[Stored items]
┌──
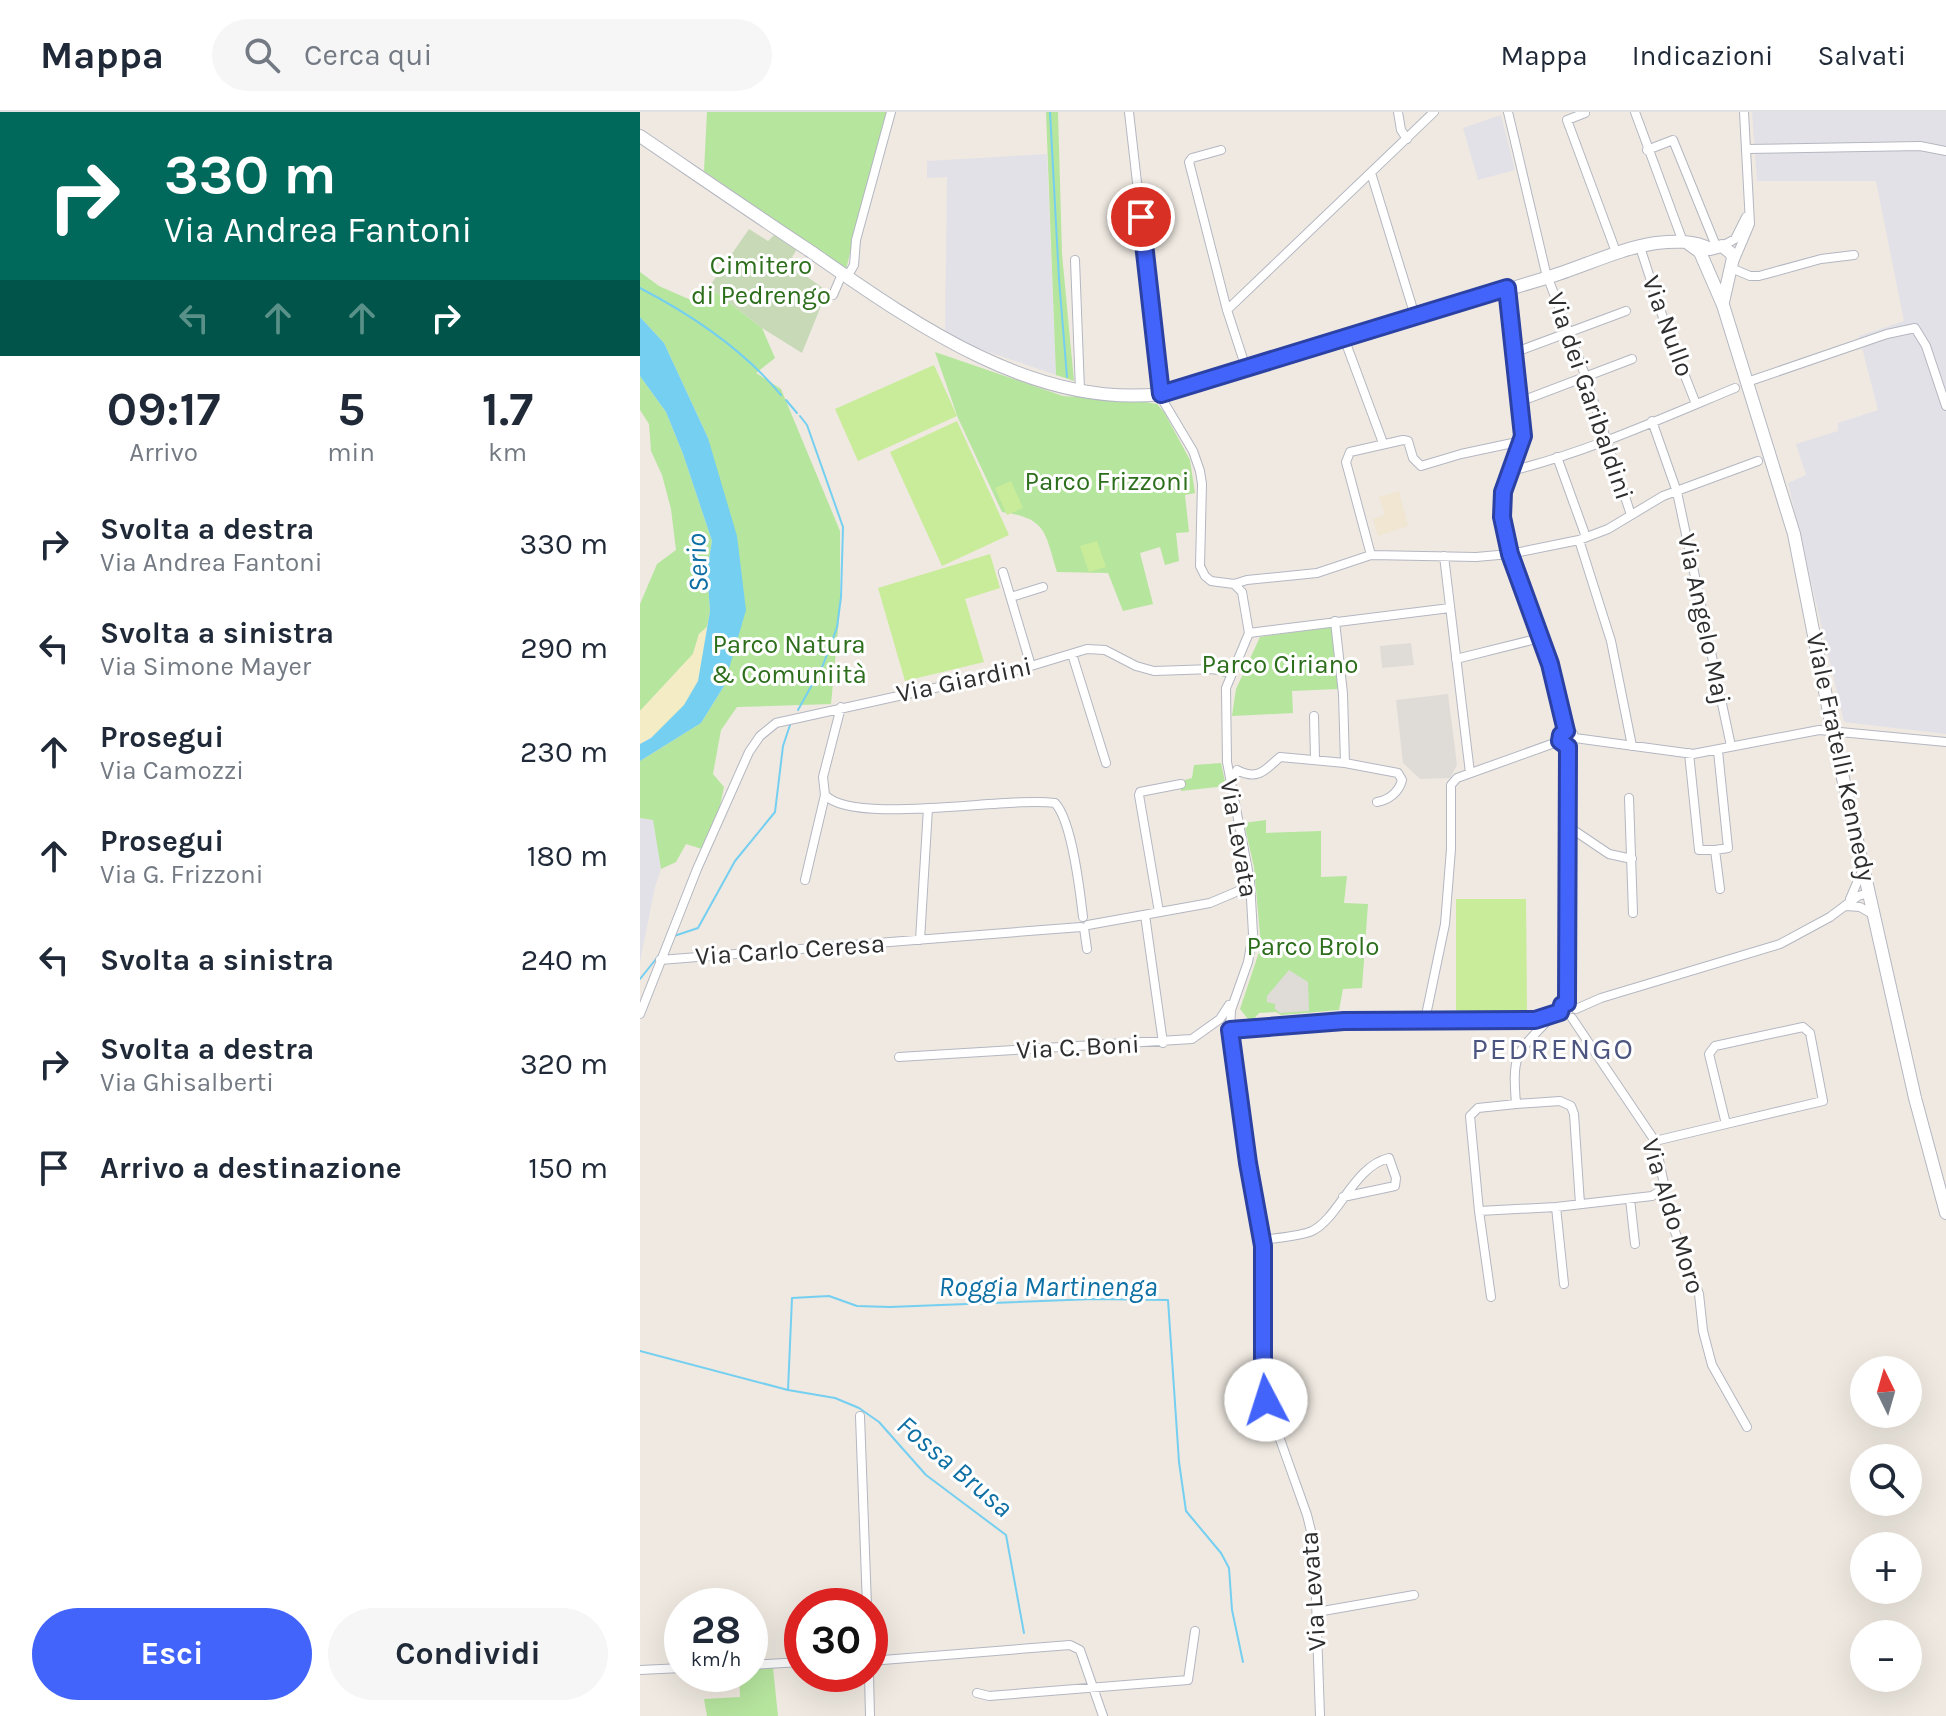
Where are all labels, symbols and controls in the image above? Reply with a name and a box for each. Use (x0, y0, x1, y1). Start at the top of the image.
search box (212, 19, 772, 91)
text: Mappa (40, 33, 164, 78)
icon: search (240, 33, 284, 77)
text: Cerca qui (304, 37, 432, 73)
text: Mappa (1500, 39, 1588, 72)
text: Indicazioni (1632, 39, 1773, 72)
text: Salvati (1817, 39, 1906, 72)
text: 330 m (164, 142, 336, 207)
icon: right (32, 144, 136, 248)
pin (1107, 183, 1175, 251)
icon: arrive (1119, 195, 1163, 239)
text: Via Andrea Fantoni (164, 209, 472, 251)
park label: Cimitero di Pedrengo (691, 250, 831, 311)
street label: Via Nullo (1635, 271, 1701, 381)
street label: Via dei Garibaldini (1540, 288, 1640, 504)
icon: left (172, 296, 216, 340)
icon: ahead (256, 296, 300, 340)
icon: ahead (340, 296, 384, 340)
icon: right (424, 296, 468, 340)
text: 09:17 (107, 381, 220, 437)
text: 5 (337, 381, 365, 437)
text: 1.7 (482, 381, 533, 437)
text: Arrivo (129, 437, 198, 468)
text: min (327, 437, 375, 468)
text: km (488, 437, 527, 468)
park label: Parco Frizzoni (1025, 466, 1190, 497)
text: Svolta a destra (100, 511, 314, 547)
icon: right (32, 522, 76, 566)
text: 330 m (520, 526, 608, 562)
street label: Via Angelo Maj (1671, 531, 1737, 707)
water label: Serio (679, 532, 715, 593)
text: Via Andrea Fantoni (100, 547, 323, 578)
text: Svolta a sinistra (100, 615, 334, 651)
icon: left (32, 626, 76, 670)
park label: Parco Natura & Comuniità (711, 629, 867, 690)
text: 290 m (520, 630, 608, 666)
street label: Viale Fratelli Kennedy (1799, 630, 1883, 884)
park label: Parco Ciriano (1202, 649, 1358, 680)
text: Via Simone Mayer (100, 651, 311, 682)
street label: Via Giardini (893, 651, 1035, 709)
text: Prosegui (100, 719, 224, 755)
icon: ahead (32, 730, 76, 774)
text: 230 m (520, 734, 608, 770)
text: Via Camozzi (100, 755, 244, 786)
street label: Via Levata (1213, 776, 1265, 900)
text: Prosegui (100, 823, 224, 859)
icon: ahead (32, 834, 76, 878)
text: 180 m (527, 838, 608, 874)
text: Via G. Frizzoni (100, 859, 264, 890)
street label: Via Carlo Ceresa (694, 928, 886, 972)
park label: Parco Brolo (1246, 931, 1380, 962)
icon: left (32, 938, 76, 982)
text: Svolta a sinistra (100, 942, 334, 978)
text: 240 m (521, 942, 608, 978)
street label: Via C. Boni (1016, 1028, 1140, 1066)
text: Svolta a destra (100, 1031, 314, 1067)
district label: PEDRENGO (1471, 1031, 1635, 1067)
icon: right (32, 1042, 76, 1086)
text: 320 m (520, 1046, 608, 1082)
text: Via Ghisalberti (100, 1067, 274, 1098)
street label: Via Aldo Moro (1635, 1135, 1711, 1297)
icon: arrive (32, 1146, 76, 1190)
text: Arrivo a destinazione (100, 1150, 402, 1186)
text: 150 m (528, 1150, 608, 1186)
water label: Roggia Martinenga (938, 1270, 1158, 1303)
north arrow (1850, 1356, 1922, 1428)
map controls (1850, 1356, 1922, 1692)
position arrow (1224, 1358, 1308, 1442)
water label: Fossa Brusa (890, 1408, 1020, 1524)
button: search (1850, 1444, 1922, 1516)
street label: Via Levata (1293, 1530, 1333, 1652)
button: + (1850, 1532, 1922, 1604)
speed limit sign: 30 (784, 1588, 888, 1692)
text: 28 (691, 1606, 741, 1653)
button: Esci (32, 1608, 312, 1700)
button: Condividi (328, 1608, 608, 1700)
button: − (1850, 1620, 1922, 1692)
text: km/h (691, 1648, 741, 1671)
└──
# [What the exercise asks]
The expected output is every line of the data, unchanged, with the pictures skipped.

# [Solution to the problem]
Where are all labels, symbols and controls in the image above? Reply with a name and a box for each. Use (x0, y0, x1, y1). Start at the top of the image.
search box (212, 19, 772, 91)
text: Mappa (40, 33, 164, 78)
icon: search (240, 33, 284, 77)
text: Cerca qui (304, 37, 432, 73)
text: Mappa (1500, 39, 1588, 72)
text: Indicazioni (1632, 39, 1773, 72)
text: Salvati (1817, 39, 1906, 72)
text: 330 m (164, 142, 336, 207)
icon: right (32, 144, 136, 248)
pin (1107, 183, 1175, 251)
icon: arrive (1119, 195, 1163, 239)
text: Via Andrea Fantoni (164, 209, 472, 251)
park label: Cimitero di Pedrengo (691, 250, 831, 311)
street label: Via Nullo (1635, 271, 1701, 381)
street label: Via dei Garibaldini (1540, 288, 1640, 504)
icon: left (172, 296, 216, 340)
icon: ahead (256, 296, 300, 340)
icon: ahead (340, 296, 384, 340)
icon: right (424, 296, 468, 340)
text: 09:17 (107, 381, 220, 437)
text: 5 (337, 381, 365, 437)
text: 1.7 (482, 381, 533, 437)
text: Arrivo (129, 437, 198, 468)
text: min (327, 437, 375, 468)
text: km (488, 437, 527, 468)
park label: Parco Frizzoni (1025, 466, 1190, 497)
text: Svolta a destra (100, 511, 314, 547)
icon: right (32, 522, 76, 566)
text: 330 m (520, 526, 608, 562)
street label: Via Angelo Maj (1671, 531, 1737, 707)
water label: Serio (679, 532, 715, 593)
text: Via Andrea Fantoni (100, 547, 323, 578)
text: Svolta a sinistra (100, 615, 334, 651)
icon: left (32, 626, 76, 670)
park label: Parco Natura & Comuniità (711, 629, 867, 690)
text: 290 m (520, 630, 608, 666)
street label: Viale Fratelli Kennedy (1799, 630, 1883, 884)
park label: Parco Ciriano (1202, 649, 1358, 680)
text: Via Simone Mayer (100, 651, 311, 682)
street label: Via Giardini (893, 651, 1035, 709)
text: Prosegui (100, 719, 224, 755)
icon: ahead (32, 730, 76, 774)
text: 230 m (520, 734, 608, 770)
text: Via Camozzi (100, 755, 244, 786)
street label: Via Levata (1213, 776, 1265, 900)
text: Prosegui (100, 823, 224, 859)
icon: ahead (32, 834, 76, 878)
text: 180 m (527, 838, 608, 874)
text: Via G. Frizzoni (100, 859, 264, 890)
street label: Via Carlo Ceresa (694, 928, 886, 972)
park label: Parco Brolo (1246, 931, 1380, 962)
icon: left (32, 938, 76, 982)
text: Svolta a sinistra (100, 942, 334, 978)
text: 240 m (521, 942, 608, 978)
street label: Via C. Boni (1016, 1028, 1140, 1066)
text: Svolta a destra (100, 1031, 314, 1067)
district label: PEDRENGO (1471, 1031, 1635, 1067)
icon: right (32, 1042, 76, 1086)
text: 320 m (520, 1046, 608, 1082)
text: Via Ghisalberti (100, 1067, 274, 1098)
street label: Via Aldo Moro (1635, 1135, 1711, 1297)
icon: arrive (32, 1146, 76, 1190)
text: Arrivo a destinazione (100, 1150, 402, 1186)
text: 150 m (528, 1150, 608, 1186)
water label: Roggia Martinenga (938, 1270, 1158, 1303)
north arrow (1850, 1356, 1922, 1428)
map controls (1850, 1356, 1922, 1692)
position arrow (1224, 1358, 1308, 1442)
water label: Fossa Brusa (890, 1408, 1020, 1524)
button: search (1850, 1444, 1922, 1516)
street label: Via Levata (1293, 1530, 1333, 1652)
button: + (1850, 1532, 1922, 1604)
speed limit sign: 30 (784, 1588, 888, 1692)
text: 28 (691, 1606, 741, 1653)
button: Esci (32, 1608, 312, 1700)
button: Condividi (328, 1608, 608, 1700)
button: − (1850, 1620, 1922, 1692)
text: km/h (691, 1648, 741, 1671)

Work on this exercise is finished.